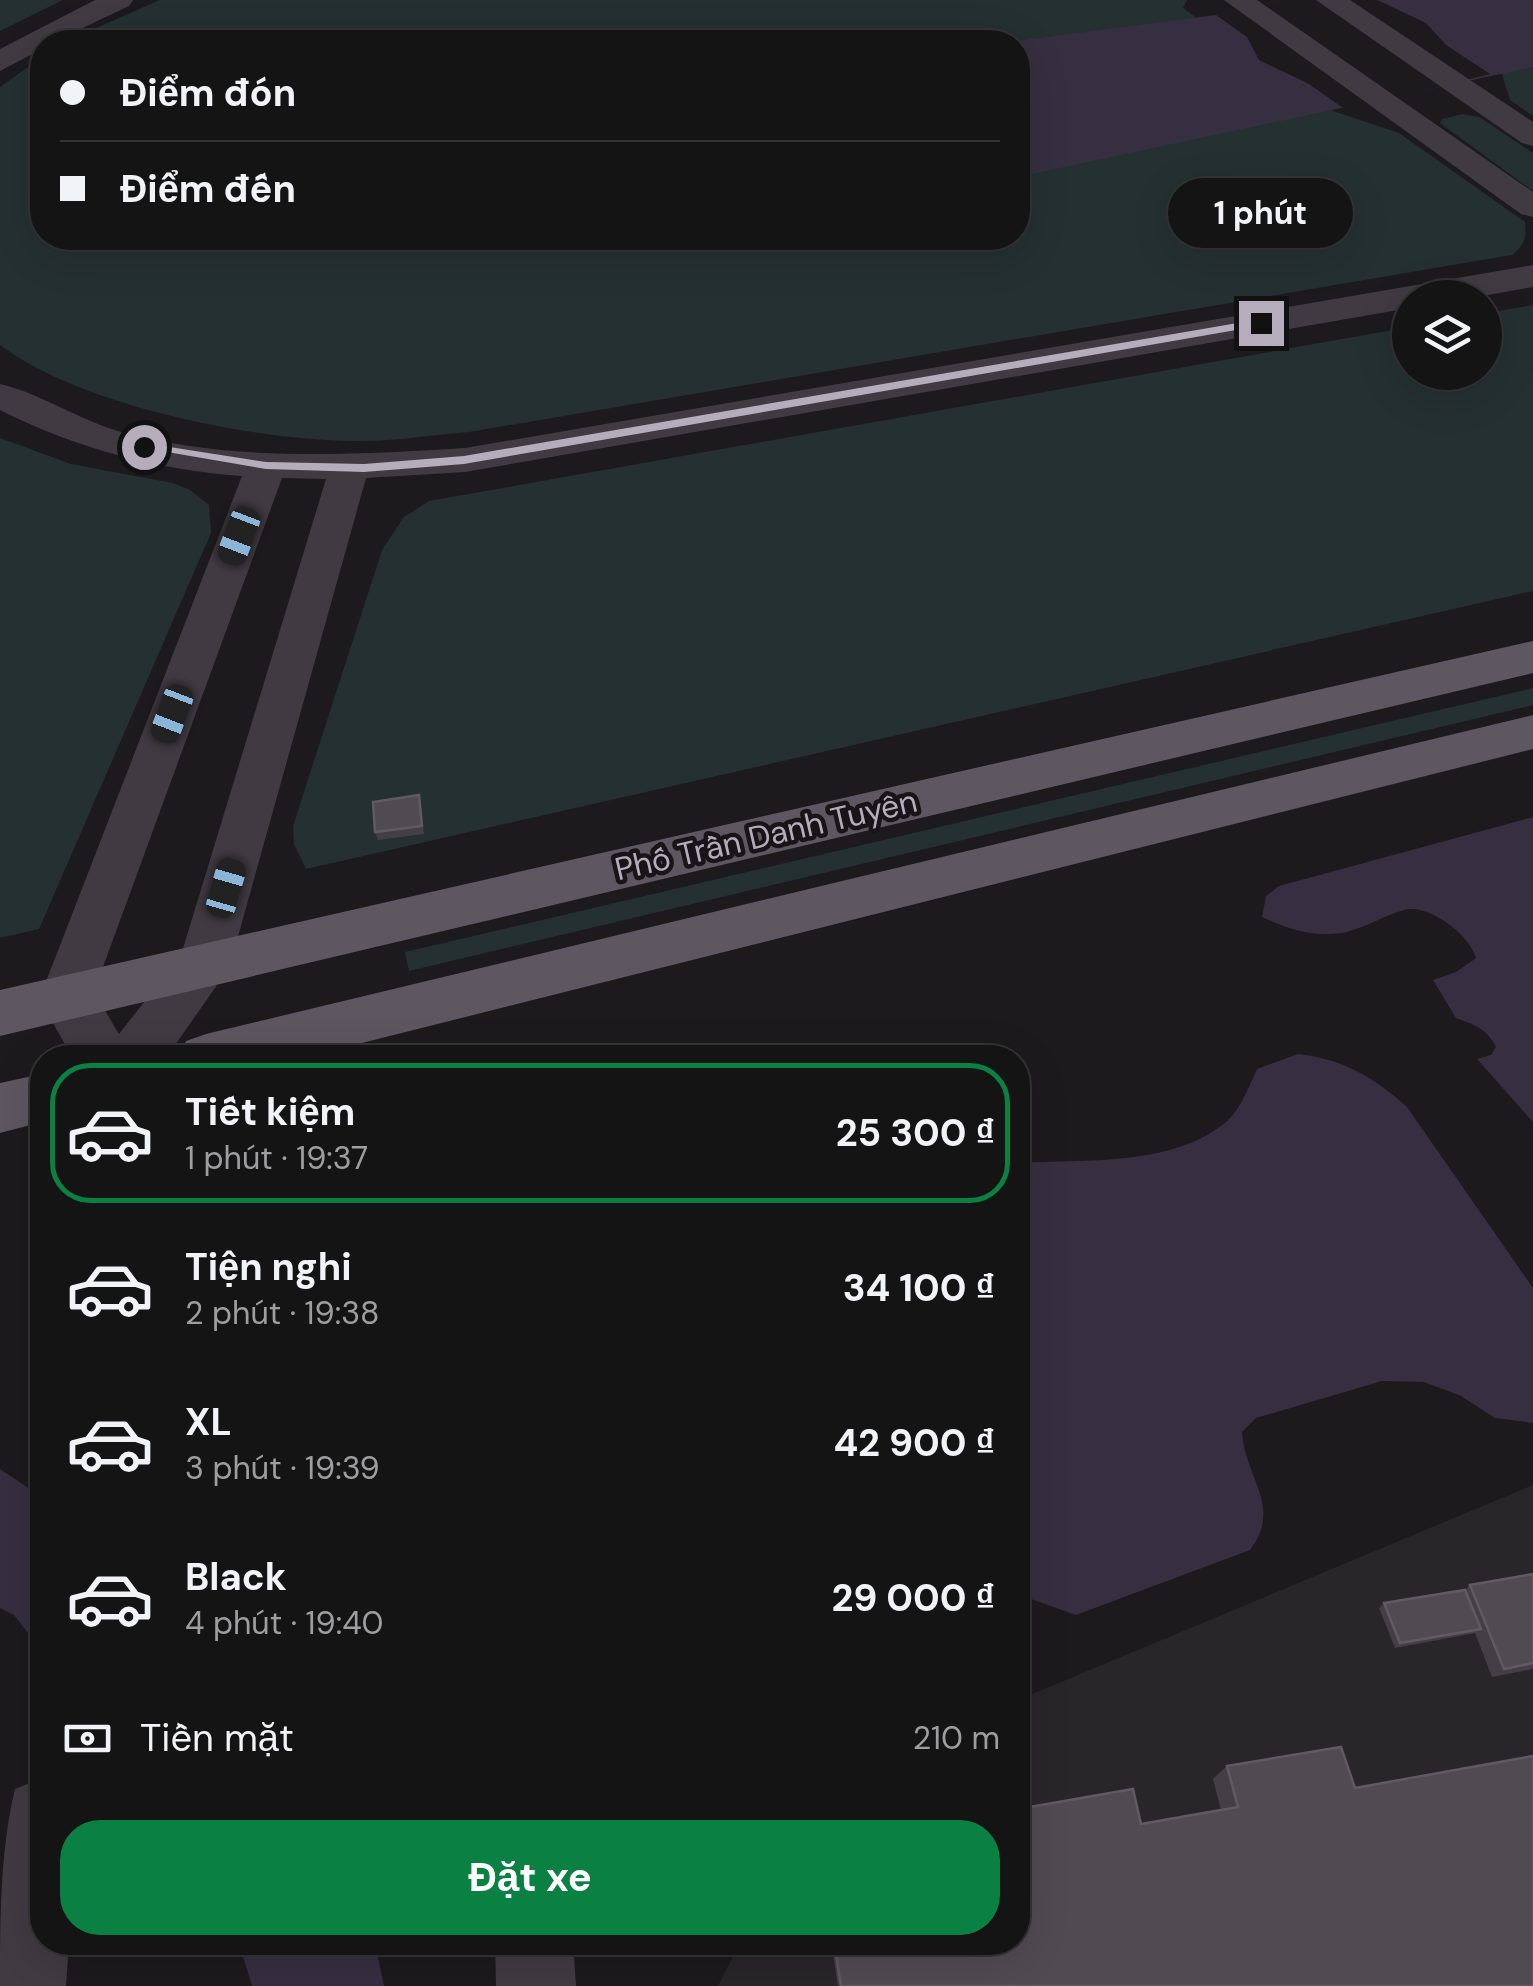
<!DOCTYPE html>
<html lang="vi">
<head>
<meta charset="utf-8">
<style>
	:root { --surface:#151415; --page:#1e1d1e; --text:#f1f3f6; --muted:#9d9ea0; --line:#343334; --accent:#0b8043 }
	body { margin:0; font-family:"DM Sans",sans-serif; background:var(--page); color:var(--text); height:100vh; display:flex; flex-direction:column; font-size:38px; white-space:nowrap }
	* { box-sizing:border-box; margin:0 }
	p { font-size:32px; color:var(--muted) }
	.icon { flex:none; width:55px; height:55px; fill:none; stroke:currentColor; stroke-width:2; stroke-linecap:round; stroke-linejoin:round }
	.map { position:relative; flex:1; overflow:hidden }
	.side { position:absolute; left:30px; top:1045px; width:1000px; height:910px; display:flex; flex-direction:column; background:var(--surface); border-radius:40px; box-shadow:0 10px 40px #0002,0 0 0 2px var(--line) }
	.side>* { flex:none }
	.top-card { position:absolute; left:30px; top:30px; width:1000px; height:220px; border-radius:40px; box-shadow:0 10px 40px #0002,0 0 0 2px var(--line); display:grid; align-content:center; height:220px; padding:0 30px; background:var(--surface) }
	.buttons { position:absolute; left:1392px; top:280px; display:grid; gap:20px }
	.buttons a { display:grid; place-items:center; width:110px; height:110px; border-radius:50%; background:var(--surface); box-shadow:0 10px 40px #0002,0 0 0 2px var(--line); font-size:50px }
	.end { position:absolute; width:45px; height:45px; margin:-22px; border:12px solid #b5acbc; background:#111; box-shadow:0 0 0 5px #111 }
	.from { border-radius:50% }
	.bubble { position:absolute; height:70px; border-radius:35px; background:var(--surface); box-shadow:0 10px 40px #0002,0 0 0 2px var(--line); font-size:32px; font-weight:700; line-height:70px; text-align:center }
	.car { position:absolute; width:30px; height:60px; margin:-30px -15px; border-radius:12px; box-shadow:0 0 8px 2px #0007; background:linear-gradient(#222 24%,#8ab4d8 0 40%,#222 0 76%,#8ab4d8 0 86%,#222 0) }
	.top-card b { display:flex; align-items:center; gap:35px; height:95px; font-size:38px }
	.top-card b+b { border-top:2px solid var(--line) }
	.top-card i { width:25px; height:25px; background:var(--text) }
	ul { padding:18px 0 0; list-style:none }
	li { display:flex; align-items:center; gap:30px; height:140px; margin:0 20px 15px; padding:0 10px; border:5px solid transparent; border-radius:40px }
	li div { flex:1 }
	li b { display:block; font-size:38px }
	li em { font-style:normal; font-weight:700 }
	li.current { border-color:var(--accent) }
	li>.icon { width:90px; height:90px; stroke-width:1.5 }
	.pay { display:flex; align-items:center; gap:25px; height:110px; padding:0 30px; font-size:38px }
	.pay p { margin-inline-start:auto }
	.cta { display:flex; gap:20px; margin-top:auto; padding:20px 30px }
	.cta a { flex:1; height:115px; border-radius:40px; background:var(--accent); color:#fff; font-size:40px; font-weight:700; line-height:115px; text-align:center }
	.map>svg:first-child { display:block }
</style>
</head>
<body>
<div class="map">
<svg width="1533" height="1986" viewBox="0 0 1533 1986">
	<rect width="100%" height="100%" fill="#1c1a1c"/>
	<!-- built -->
	<path fill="#292629" d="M1533,1485v501h-815l22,-43 278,-1v-242z"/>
	<!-- green -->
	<g fill="#253030">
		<path d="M0,0h63l-63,31z"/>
		<path d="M160,0h1027l-4,8 132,97 84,28 126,89c2,17 -1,23 -13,33l-1043,177c-38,3 -78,10 -116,9 -100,-1 -272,-35 -353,-96v-258l42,-30v181h976v-196h-954z"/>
		<path d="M1533,0v116l-23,-16 -11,-35z"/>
		<path d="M1463,114l16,3 54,36v38l-93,-68 2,-4z"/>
		<path d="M1533,305v286l-1227,278 -12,-25 -1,-18 89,-276 22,-33 25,-16 981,-174v45h75v-59z"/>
		<path d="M0,438l71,26 102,19 17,7 19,15 2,28 -172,396 -39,9z"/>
		<path d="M1533,688v17l-1124,266 -4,-19z"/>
	</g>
	<!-- water -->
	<g fill="#352f41">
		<path d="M1281,0h252v67l-515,110v-135h-9l207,-27z"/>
		<path d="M1533,817v305l-56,-63 14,-4 5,-8c-10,-19 -21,-22 -40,-29l-23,-38 23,-8 20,-14c-6,-23 -48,-55 -72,-48 -25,7 -48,24 -74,24 -26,1 -45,-7 -68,-17l4,-21 13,-10z"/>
		<path d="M1298,1054c45,5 76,23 109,53l126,181v135l-38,-5 -34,-22 -37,-14 -42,-1 -126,37 -14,14c3,46 41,75 8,118l-174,65 -48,-17 -10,-12v-423c66,-4 154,4 208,-41 15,-13 23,-36 31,-53z"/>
		<path d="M0,1469l42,28v154l-28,-36 -14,-7z"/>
		<path d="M239,1943h136l9,43h-132z"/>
	</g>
	<!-- pier -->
	<path fill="#1c1a1c" d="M1281,0h96l49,23 20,22 44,29 -144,36 -37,-26 -50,-24 -12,-23 -31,-22z"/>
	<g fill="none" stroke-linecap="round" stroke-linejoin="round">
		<!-- minor -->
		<g fill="#403b42" fill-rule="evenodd">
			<path d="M95,0h38l-4,6 -76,36h-11v7l-42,22v-22z"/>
			<path d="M1224,0h33l276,192v25l-12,-3z"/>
			<path d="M1316,0h34l183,122v24l-11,-3z"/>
			<path d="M1533,265v22l-62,11h-61v10l-945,164 -99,6 -136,487 -8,15 -18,6 -18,-6 -8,-15 148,-486 -44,-1 -190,519 -7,15 -19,6 -19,-6 -7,-15 202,-521c-84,-6 -167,-28 -242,-66v-26c42,10 79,36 121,48 111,30 230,23 344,16z"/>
		</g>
		<!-- tertiary -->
		<g fill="#403b42" fill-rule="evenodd">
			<path d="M204,943l19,7 8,15 -65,93h-93l-35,-61 9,-16c44,-15 51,21 72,53l66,-84z"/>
			<path d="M42,1778v164h27l-3,44h-66c0,-64 0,-136 15,-197z"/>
			<path d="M495,1942h78l3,44h-80z"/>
		</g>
		<!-- primary -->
		<g fill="#5d5761" fill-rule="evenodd">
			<path d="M1533,641v32l-1533,363v-46z"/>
			<path d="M1533,715v34l-1231,309h-124l8,-17 20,-7z"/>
			<path d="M42,1074v48l-42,11v-50z"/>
		</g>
	</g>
	<!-- wall -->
	<g fill="#443f44">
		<path d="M419,795l5,39 -46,6 -3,-8z"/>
		<path d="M1533,1574v95l-41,8 -17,-44 -80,15 -16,-40 5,-5 81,-13 5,-5z"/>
		<path d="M1227,1766l128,22 178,198h-695l-7,-44h187v-132l123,14 80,-14 -8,-31z"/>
	</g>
	<!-- building -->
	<g fill="#504b51" stroke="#605a62" stroke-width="2.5">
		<path d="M419,795l3,31 -47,6 -2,-30z"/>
		<path d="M1533,1574v89l-29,6 -34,-84z"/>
		<path d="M1465,1590l16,39 -81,14 -16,-40z"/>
		<path d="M1341,1747l14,41 178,-32v230h-692l-7,-44h184v-85l10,-2 -10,-46 115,-20 8,35 97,-17 -11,-41z"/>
	</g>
	<!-- route -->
	<path fill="#b5acbc" d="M1261,319l4,6 -801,139 -100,8 -98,-3 -128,-22 6,-4 122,19 98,2 100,-8z"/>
	<g text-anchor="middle" stroke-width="9" stroke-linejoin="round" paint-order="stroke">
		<!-- street labels -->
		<g font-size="32" fill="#b5acbc" stroke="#171517">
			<text transform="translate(766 835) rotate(-13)" y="11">Phố Trần Danh Tuyên</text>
		</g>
	</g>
</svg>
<div class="buttons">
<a><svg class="icon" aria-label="layers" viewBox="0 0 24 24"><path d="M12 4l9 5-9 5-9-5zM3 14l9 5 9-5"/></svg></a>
</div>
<i class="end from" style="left:144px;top:447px"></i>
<i class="end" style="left:1261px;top:323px"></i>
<div class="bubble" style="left:1168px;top:178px;width:185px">1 phút</div>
<i class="car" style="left:239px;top:536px;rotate:201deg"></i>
<i class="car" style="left:172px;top:714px;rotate:201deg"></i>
<i class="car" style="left:226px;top:888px;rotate:16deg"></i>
<div class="top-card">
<b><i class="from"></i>Điểm đón</b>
<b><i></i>Điểm đến</b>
</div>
<section class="side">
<ul>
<li class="current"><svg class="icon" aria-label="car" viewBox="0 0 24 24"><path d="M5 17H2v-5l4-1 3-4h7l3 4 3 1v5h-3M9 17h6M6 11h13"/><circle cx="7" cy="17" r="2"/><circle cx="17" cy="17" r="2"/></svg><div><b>Tiết kiệm</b><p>1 phút · 19:37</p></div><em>25 300 ₫</em></li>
<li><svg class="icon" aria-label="car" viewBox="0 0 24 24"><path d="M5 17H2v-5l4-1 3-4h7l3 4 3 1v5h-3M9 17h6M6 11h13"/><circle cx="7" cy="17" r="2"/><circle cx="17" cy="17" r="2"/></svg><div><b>Tiện nghi</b><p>2 phút · 19:38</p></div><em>34 100 ₫</em></li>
<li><svg class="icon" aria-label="car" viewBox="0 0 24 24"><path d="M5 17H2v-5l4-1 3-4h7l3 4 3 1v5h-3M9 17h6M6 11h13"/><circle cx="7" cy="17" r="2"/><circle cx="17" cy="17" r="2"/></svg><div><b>XL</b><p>3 phút · 19:39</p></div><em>42 900 ₫</em></li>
<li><svg class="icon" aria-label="car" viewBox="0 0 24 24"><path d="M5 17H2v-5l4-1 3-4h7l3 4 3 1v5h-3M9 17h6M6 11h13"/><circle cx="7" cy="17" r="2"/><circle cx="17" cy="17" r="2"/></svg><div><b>Black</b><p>4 phút · 19:40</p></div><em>29 000 ₫</em></li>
</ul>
<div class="pay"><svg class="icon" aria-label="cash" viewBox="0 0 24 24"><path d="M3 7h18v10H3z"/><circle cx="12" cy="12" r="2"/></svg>Tiền mặt<p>210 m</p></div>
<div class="cta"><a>Đặt xe</a></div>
</section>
</div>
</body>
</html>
────
_Exercise details_.
Across all of the material above, how many lines contain the word "linecap"? Only the number should be given.

_Answer area_.
2